**DIRECTIONS**
Below are several entries. Transcribe exactly those lines that fall from the one with "Find all text" through the one with "Draw a box around", end lines included.

**DATASET**

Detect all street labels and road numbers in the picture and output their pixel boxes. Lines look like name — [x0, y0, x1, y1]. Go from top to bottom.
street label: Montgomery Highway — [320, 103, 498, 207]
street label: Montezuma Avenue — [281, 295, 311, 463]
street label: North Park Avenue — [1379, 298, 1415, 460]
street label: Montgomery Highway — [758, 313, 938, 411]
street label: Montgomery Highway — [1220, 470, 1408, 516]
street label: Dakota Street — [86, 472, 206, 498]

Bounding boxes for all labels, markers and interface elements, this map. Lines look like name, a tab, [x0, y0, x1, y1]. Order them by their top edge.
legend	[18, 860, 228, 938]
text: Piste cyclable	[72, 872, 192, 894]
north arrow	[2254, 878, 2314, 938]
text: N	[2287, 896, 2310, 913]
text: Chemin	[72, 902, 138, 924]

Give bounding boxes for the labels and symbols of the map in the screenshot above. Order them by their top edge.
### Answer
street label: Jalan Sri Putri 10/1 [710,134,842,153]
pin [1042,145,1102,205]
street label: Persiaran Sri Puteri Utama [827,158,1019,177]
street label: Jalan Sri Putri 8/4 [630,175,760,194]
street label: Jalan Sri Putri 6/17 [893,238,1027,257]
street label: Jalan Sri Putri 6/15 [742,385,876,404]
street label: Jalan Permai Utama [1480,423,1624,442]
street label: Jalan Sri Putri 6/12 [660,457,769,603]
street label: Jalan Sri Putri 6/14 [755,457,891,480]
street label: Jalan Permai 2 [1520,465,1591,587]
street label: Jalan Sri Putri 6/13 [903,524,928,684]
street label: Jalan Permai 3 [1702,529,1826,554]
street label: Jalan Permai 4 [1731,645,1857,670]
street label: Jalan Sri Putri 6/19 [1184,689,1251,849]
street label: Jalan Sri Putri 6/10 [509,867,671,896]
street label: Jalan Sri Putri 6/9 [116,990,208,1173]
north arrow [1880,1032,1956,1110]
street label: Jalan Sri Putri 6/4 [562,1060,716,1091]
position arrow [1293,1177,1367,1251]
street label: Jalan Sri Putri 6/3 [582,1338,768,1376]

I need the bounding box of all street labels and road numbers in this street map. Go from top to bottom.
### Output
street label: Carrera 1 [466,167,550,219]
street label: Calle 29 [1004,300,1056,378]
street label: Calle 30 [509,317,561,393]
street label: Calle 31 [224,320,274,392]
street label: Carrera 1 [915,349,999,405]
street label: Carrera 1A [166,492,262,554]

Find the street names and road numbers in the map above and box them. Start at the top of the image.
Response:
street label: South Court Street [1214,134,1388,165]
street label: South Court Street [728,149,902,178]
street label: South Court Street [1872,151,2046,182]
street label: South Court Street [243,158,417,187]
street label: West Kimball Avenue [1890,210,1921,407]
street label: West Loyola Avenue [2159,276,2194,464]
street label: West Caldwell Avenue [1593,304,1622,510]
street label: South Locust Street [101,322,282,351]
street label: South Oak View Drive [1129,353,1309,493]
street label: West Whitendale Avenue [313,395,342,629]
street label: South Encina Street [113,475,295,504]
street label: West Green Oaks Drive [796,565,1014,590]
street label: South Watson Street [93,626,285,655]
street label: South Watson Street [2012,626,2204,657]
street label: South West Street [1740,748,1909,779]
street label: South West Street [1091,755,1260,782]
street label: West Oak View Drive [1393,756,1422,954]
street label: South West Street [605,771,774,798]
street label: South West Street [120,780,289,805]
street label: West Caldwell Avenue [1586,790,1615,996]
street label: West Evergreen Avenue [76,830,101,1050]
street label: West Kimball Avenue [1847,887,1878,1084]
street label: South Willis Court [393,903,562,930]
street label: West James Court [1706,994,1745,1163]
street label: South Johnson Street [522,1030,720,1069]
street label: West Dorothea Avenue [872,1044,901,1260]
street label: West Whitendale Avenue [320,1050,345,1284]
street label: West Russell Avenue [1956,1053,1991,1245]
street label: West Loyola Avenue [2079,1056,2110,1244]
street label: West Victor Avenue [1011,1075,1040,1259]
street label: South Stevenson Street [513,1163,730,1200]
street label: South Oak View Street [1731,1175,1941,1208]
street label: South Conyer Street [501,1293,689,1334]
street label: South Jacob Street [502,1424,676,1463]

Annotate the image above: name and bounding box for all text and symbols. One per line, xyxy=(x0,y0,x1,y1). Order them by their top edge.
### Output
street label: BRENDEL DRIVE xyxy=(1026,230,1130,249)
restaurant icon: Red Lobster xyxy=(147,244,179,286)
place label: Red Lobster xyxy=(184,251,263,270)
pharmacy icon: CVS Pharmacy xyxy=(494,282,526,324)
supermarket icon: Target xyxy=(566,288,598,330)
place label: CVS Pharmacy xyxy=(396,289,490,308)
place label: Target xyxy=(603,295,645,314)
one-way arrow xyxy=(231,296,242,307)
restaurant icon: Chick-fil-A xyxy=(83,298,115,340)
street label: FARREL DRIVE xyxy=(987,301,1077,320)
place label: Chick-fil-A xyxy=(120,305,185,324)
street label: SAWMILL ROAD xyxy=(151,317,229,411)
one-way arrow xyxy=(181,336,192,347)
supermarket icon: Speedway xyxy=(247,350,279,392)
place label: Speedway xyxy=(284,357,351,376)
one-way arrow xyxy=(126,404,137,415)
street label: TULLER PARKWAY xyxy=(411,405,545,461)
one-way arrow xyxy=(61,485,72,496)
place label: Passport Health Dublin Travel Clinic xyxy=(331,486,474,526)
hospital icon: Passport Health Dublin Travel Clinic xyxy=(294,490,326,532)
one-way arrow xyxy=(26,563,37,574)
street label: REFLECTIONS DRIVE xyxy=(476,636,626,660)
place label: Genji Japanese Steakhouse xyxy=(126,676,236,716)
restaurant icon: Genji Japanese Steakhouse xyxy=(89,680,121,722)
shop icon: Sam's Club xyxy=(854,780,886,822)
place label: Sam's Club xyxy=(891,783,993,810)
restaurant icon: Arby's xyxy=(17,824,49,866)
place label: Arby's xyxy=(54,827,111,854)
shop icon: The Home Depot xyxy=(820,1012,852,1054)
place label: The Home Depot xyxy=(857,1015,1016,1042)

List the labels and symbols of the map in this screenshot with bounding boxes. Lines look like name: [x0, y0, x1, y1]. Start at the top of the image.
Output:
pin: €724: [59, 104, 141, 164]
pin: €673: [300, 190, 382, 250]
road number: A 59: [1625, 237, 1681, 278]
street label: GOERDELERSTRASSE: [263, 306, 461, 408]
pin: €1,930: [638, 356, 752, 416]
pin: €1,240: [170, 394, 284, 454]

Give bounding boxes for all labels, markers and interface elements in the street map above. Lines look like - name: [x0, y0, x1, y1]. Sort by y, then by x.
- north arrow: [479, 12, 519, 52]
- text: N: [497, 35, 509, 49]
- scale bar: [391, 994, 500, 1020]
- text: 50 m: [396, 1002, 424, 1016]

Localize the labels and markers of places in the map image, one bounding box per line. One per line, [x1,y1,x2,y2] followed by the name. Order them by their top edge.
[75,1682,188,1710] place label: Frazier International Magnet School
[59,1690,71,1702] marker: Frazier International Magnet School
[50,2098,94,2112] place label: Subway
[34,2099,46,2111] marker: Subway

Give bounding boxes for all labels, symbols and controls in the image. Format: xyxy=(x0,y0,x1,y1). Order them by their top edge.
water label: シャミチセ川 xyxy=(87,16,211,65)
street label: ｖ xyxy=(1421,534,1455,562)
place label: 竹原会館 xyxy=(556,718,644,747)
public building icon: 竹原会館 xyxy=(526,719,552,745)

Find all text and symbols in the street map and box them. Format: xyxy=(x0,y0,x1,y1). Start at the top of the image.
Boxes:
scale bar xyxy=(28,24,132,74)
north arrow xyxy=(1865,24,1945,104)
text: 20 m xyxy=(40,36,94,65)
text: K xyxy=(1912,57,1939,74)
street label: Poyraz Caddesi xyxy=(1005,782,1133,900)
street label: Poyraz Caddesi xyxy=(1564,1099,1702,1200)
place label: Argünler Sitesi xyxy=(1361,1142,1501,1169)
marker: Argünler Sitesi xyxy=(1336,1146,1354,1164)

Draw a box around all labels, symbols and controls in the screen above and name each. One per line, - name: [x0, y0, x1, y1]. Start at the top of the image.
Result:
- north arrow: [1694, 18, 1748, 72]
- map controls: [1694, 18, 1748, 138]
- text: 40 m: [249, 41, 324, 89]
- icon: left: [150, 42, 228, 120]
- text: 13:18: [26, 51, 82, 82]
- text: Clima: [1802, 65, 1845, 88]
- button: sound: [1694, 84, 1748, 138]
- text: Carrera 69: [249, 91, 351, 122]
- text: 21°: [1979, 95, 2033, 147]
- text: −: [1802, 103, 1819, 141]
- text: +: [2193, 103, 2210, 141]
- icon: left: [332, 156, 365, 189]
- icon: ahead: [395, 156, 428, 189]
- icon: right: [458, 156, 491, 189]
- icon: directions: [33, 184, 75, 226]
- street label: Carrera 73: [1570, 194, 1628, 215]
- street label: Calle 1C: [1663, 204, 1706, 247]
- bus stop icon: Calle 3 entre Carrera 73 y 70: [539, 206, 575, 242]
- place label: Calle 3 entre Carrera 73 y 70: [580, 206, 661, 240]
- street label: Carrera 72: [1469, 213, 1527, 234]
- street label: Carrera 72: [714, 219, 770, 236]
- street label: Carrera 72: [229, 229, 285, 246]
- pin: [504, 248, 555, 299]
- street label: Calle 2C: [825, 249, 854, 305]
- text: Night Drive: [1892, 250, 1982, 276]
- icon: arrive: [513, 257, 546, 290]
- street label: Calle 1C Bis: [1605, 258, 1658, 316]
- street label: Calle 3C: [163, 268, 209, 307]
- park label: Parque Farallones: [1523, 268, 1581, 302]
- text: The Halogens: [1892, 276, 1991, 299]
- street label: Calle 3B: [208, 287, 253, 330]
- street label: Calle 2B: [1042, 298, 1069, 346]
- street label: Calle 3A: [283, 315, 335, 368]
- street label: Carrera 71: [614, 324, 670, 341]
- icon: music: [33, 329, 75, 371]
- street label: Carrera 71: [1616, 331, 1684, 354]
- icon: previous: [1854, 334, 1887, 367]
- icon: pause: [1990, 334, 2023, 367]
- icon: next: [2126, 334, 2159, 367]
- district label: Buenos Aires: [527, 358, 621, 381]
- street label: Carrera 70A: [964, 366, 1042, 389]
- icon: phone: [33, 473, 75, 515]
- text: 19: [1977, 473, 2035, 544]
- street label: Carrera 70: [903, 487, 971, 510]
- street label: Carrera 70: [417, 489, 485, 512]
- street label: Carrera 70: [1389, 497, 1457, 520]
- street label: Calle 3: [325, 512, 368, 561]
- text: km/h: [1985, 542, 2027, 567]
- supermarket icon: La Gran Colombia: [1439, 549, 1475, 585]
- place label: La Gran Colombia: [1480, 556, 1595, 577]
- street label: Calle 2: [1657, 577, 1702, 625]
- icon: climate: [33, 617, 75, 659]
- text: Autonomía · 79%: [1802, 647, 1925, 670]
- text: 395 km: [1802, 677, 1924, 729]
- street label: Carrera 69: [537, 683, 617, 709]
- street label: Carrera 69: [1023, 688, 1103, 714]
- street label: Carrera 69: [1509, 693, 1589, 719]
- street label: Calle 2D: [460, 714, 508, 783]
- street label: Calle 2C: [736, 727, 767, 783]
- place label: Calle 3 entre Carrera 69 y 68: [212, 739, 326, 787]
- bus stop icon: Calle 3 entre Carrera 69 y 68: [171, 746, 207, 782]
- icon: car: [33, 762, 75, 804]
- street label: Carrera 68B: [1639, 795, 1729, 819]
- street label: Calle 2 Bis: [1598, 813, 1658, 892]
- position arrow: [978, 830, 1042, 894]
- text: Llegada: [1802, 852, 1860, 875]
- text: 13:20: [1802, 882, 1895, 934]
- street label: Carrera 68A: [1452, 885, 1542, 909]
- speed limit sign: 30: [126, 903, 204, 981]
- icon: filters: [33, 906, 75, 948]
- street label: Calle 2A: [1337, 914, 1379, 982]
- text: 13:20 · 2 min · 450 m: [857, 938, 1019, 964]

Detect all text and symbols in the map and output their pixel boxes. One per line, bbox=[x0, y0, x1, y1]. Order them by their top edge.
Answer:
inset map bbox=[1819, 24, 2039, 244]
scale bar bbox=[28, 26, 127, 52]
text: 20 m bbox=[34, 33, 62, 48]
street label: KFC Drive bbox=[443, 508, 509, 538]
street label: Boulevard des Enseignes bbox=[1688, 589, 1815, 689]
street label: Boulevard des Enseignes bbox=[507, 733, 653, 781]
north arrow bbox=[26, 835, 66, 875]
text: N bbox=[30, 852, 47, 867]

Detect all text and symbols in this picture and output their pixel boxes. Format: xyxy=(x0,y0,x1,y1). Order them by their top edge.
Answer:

**SOLUTION FOR THIS EXERCISE**
Find all text and symbols in the street map and box them. Format: xyxy=(x0,y0,x1,y1). Start at the top of the image.
Boxes:
scale bar xyxy=(28,24,132,74)
north arrow xyxy=(1865,24,1945,104)
text: 20 m xyxy=(40,36,94,65)
text: K xyxy=(1912,57,1939,74)
street label: Poyraz Caddesi xyxy=(1005,782,1133,900)
street label: Poyraz Caddesi xyxy=(1564,1099,1702,1200)
place label: Argünler Sitesi xyxy=(1361,1142,1501,1169)
marker: Argünler Sitesi xyxy=(1336,1146,1354,1164)

Draw a box around all labels, symbols and controls in the screen above and name each. One per line, - name: [x0, y0, x1, y1]. Start at the top of the image.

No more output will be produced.